Beyond Türkiye, Islamic political thought, and Davutoğlu, the challenge of understanding other societies’ intellectual paradigms appears ever more pressing. As the United States begins to be challenged in new theaters of conflict and diplomacy, it may be disastrous to assume the analytical and ideological framework of Western government is universally held. Davutoğlu goes to great lengths to demonstrate the historical and philosophical particularity of European and American thought while contrasting it with what he sees as the Islamic intellectual tradition. While the current government of Türkiye and other states are increasingly convinced of the inadequacy of the Western paradigm and its failure to encompass their reality, the West must examine alternative paradigms to understand how other states—both friendly and hostile—view their Western relationships.

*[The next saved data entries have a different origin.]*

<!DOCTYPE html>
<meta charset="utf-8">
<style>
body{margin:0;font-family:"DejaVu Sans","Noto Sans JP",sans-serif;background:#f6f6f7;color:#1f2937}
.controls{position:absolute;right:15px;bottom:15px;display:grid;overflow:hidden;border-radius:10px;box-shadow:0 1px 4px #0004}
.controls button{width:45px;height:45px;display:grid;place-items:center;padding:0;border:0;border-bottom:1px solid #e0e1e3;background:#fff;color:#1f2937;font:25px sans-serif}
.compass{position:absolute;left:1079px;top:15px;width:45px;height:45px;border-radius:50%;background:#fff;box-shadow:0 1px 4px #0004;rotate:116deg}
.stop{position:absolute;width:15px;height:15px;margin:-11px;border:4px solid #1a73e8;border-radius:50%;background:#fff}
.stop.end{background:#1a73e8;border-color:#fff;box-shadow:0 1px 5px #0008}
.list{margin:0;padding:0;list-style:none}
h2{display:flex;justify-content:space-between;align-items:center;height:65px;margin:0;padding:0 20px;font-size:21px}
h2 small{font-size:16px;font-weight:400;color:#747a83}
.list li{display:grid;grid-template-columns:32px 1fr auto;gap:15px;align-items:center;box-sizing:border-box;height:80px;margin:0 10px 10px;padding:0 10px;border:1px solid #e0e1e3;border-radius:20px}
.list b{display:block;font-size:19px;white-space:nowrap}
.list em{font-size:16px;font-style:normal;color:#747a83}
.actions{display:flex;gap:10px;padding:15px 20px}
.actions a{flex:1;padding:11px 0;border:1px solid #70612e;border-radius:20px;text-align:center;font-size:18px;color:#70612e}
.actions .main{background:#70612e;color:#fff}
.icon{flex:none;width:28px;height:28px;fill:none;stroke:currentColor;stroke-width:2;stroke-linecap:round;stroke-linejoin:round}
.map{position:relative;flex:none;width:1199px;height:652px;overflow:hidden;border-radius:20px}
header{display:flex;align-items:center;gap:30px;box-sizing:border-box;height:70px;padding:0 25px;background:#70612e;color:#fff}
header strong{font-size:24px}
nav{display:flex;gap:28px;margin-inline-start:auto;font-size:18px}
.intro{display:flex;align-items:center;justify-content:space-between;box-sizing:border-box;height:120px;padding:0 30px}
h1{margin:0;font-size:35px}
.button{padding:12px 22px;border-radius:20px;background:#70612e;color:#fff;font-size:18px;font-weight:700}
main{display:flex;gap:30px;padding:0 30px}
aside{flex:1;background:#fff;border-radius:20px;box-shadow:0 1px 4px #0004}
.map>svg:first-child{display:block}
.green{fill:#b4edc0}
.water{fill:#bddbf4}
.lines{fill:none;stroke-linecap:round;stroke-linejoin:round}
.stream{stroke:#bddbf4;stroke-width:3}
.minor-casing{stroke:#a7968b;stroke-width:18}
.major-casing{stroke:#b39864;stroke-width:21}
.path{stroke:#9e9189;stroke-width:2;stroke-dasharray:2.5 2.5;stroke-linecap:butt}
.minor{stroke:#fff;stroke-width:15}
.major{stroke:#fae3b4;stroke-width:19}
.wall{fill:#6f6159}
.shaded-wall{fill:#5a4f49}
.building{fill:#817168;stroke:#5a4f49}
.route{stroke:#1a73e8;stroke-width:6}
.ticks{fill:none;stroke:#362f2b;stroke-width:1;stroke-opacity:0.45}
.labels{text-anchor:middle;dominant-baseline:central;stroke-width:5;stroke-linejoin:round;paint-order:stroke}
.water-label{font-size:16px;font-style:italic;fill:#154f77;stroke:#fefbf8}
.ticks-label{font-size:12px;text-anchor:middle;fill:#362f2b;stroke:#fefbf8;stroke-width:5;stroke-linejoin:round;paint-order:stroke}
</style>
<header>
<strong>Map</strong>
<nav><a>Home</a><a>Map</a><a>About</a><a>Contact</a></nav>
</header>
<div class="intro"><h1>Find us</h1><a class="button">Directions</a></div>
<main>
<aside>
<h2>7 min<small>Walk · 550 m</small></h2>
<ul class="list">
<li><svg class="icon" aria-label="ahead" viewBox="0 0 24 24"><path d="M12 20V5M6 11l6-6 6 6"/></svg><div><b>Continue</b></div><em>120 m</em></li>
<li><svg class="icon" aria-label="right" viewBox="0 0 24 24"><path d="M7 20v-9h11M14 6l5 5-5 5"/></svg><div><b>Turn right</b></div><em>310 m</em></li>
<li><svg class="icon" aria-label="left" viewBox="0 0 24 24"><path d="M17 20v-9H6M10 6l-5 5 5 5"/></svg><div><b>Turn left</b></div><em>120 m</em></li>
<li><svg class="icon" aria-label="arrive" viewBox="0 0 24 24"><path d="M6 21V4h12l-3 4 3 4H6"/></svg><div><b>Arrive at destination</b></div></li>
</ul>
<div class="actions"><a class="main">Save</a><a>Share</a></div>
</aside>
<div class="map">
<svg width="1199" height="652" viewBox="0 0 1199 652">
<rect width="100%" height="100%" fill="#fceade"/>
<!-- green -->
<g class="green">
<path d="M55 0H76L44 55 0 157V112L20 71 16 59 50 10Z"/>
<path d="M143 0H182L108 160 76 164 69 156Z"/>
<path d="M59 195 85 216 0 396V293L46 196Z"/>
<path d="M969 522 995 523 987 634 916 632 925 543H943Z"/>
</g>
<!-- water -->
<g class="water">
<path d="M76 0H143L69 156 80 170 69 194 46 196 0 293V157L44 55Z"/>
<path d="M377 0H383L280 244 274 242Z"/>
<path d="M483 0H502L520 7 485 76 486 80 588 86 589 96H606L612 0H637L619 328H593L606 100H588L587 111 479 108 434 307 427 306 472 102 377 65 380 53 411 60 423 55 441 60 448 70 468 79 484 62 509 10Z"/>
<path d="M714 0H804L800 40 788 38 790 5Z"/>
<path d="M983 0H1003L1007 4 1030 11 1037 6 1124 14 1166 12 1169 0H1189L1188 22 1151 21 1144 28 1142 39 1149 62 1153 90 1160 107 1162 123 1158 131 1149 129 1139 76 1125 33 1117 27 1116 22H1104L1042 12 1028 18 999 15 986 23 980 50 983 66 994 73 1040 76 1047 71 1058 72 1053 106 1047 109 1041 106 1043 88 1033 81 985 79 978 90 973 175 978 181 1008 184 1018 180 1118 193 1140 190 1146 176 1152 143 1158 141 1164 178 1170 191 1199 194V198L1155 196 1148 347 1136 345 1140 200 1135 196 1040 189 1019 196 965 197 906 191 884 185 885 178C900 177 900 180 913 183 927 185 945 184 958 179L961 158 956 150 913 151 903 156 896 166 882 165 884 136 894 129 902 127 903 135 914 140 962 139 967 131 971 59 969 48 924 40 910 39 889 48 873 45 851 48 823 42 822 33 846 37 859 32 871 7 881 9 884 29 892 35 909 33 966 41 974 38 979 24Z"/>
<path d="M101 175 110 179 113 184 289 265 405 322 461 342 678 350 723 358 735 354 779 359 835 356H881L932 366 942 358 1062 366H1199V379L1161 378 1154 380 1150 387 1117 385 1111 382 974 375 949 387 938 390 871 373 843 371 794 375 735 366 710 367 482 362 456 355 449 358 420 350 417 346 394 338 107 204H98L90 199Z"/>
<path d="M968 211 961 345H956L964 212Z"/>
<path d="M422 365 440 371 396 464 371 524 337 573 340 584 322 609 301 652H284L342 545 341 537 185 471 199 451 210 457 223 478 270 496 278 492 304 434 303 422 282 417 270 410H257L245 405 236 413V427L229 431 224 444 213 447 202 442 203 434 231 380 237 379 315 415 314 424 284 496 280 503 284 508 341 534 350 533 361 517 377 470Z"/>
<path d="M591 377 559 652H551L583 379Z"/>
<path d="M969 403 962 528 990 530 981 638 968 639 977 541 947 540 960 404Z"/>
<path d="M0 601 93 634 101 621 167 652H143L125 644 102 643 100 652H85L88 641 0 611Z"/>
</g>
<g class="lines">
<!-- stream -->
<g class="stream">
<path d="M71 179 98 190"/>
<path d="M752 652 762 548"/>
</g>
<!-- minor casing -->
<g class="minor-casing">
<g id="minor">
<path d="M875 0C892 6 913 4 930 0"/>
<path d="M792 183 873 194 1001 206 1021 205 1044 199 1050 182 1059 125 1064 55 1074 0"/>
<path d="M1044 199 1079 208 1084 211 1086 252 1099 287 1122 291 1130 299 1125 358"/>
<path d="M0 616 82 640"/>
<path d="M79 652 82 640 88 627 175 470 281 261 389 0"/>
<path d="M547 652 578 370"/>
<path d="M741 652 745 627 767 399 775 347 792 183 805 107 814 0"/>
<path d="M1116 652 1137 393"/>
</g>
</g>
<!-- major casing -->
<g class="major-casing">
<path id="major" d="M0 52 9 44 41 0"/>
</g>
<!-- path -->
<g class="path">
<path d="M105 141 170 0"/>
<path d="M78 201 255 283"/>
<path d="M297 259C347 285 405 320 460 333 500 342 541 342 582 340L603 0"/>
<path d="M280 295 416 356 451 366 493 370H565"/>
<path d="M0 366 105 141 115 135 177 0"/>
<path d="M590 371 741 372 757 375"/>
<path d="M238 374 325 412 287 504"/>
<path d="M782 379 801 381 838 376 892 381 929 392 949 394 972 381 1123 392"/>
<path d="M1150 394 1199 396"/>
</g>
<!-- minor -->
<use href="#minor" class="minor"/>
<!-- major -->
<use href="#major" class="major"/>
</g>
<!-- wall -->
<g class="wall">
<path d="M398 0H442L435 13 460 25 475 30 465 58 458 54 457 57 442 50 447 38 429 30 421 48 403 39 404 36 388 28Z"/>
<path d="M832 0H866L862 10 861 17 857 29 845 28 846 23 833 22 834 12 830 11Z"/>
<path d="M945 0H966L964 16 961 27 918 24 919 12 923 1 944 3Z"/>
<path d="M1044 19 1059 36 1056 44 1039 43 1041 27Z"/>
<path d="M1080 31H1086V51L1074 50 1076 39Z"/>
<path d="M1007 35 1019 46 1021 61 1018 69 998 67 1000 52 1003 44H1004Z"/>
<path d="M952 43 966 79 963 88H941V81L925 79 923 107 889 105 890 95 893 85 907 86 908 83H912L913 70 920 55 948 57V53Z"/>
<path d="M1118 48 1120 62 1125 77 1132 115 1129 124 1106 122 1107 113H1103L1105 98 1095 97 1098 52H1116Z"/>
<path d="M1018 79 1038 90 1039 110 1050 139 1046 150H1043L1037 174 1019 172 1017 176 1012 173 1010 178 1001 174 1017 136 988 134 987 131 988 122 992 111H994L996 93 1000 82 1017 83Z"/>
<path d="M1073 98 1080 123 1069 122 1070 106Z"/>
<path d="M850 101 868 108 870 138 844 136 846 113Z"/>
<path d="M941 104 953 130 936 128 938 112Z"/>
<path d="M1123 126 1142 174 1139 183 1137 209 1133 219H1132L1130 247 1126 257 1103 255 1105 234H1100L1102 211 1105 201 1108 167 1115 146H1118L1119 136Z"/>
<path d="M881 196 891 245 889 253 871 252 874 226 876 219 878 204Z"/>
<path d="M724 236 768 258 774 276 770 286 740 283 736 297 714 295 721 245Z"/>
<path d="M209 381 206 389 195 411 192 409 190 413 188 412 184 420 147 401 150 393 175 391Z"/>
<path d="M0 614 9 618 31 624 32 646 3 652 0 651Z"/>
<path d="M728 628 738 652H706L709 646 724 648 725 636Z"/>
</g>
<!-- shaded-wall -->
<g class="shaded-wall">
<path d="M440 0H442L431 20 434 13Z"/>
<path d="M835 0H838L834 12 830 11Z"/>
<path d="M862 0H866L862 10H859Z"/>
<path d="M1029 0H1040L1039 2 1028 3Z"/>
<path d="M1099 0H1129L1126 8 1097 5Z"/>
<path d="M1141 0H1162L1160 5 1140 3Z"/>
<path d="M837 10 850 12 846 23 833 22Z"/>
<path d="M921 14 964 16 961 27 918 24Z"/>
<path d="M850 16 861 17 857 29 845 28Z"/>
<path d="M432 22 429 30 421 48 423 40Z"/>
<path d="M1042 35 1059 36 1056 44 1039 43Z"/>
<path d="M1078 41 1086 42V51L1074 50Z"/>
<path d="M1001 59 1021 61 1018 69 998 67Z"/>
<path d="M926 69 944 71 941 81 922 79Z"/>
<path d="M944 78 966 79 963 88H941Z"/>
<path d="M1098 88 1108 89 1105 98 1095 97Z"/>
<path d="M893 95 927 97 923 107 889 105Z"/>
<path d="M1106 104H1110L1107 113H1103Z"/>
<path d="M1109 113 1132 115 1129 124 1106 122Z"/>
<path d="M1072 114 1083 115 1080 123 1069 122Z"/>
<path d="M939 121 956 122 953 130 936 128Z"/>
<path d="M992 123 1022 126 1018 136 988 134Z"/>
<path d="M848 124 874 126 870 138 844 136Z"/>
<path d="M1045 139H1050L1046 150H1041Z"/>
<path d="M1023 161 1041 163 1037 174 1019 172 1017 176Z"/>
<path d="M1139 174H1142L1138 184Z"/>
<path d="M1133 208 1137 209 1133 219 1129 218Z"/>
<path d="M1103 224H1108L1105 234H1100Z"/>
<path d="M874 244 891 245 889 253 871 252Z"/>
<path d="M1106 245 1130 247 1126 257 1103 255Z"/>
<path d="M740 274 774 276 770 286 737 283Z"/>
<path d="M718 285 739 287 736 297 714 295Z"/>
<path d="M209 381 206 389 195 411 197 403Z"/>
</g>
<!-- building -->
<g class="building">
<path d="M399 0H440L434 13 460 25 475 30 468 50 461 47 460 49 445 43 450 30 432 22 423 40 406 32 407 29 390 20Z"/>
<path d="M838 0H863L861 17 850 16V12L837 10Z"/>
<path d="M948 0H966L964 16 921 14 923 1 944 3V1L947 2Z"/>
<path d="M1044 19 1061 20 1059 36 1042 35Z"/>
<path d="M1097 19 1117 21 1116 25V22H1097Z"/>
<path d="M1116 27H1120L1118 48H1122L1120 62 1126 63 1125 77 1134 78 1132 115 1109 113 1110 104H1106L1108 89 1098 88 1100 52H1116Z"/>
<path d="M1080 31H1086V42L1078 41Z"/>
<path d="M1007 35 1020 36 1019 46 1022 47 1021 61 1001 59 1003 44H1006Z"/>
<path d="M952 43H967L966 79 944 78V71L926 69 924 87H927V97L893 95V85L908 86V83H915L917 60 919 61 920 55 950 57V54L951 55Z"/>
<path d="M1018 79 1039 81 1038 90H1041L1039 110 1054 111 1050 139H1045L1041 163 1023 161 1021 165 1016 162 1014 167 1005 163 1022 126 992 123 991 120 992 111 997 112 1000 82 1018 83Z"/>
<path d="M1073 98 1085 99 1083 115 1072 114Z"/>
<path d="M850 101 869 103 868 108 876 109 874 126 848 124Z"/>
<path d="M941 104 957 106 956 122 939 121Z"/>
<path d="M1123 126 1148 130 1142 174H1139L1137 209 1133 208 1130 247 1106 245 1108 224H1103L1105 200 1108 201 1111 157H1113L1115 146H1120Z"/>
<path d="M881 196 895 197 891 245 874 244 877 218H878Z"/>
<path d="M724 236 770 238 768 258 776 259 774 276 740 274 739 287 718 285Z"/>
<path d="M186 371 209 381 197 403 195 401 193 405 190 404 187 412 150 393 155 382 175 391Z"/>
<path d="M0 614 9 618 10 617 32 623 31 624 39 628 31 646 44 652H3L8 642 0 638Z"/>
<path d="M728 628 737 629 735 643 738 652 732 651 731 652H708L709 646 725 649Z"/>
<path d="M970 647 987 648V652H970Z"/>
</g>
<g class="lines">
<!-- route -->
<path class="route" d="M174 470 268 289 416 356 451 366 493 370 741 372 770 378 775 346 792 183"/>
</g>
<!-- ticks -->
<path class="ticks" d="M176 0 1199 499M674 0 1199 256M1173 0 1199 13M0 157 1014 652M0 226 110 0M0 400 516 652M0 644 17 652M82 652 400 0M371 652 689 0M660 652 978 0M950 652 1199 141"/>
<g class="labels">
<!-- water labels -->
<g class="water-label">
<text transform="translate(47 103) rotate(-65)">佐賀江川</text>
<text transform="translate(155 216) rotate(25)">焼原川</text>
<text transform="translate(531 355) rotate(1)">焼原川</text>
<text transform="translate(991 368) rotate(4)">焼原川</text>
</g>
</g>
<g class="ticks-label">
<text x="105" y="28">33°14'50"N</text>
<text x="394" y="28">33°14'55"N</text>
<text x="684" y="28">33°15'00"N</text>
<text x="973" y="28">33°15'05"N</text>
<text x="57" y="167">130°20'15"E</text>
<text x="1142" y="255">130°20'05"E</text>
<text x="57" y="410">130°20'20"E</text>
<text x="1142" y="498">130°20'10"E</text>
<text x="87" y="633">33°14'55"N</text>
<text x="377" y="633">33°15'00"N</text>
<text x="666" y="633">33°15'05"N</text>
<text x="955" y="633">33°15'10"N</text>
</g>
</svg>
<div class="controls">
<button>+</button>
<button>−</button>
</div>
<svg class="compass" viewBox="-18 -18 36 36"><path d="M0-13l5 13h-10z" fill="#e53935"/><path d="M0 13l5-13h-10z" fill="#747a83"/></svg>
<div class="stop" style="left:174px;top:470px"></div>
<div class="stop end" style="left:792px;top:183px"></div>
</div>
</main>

Three decades after its publication, Alternative Paradigms still appears prescient in its articulation of a new ambition for Turkish power. A hundred years into the Turkish Republic, with Erdoğan announcing his retirement at the current presidential term’s end, Davutoğlu’s vision of Islamic governance appears to have caught hold and will likely continue to guide Turkish policymaking to at least some extent. Despite its density and relative opaqueness, Alternative Paradigms is the rare book of political theory that has strategic implications, with Davutoğlu serving as the rare philosopher-statesman. Whether one welcomes or is worried by the book’s revelation, its core assertion that politics is downstream of fundamental beliefs about the world should be deeply considered by analysts and policymakers globally. The extent to which those beliefs significantly impact a nation’s diplomacy varies—and it is important to recognize, whether in Türkiye or elsewhere, that the ideology of the regime is not always embraced fully by the body politic or even all members of the ruling elite—but to assume such beliefs are merely lip service would be mistaken.
A foundational work for contemporary Turkish politics and an ambitious work of comparative intellectual history, Alternative Paradigms issues a challenge to the West that must still be heeded: There are other modes of thinking and being in the world. Will they be sufficiently studied and considered?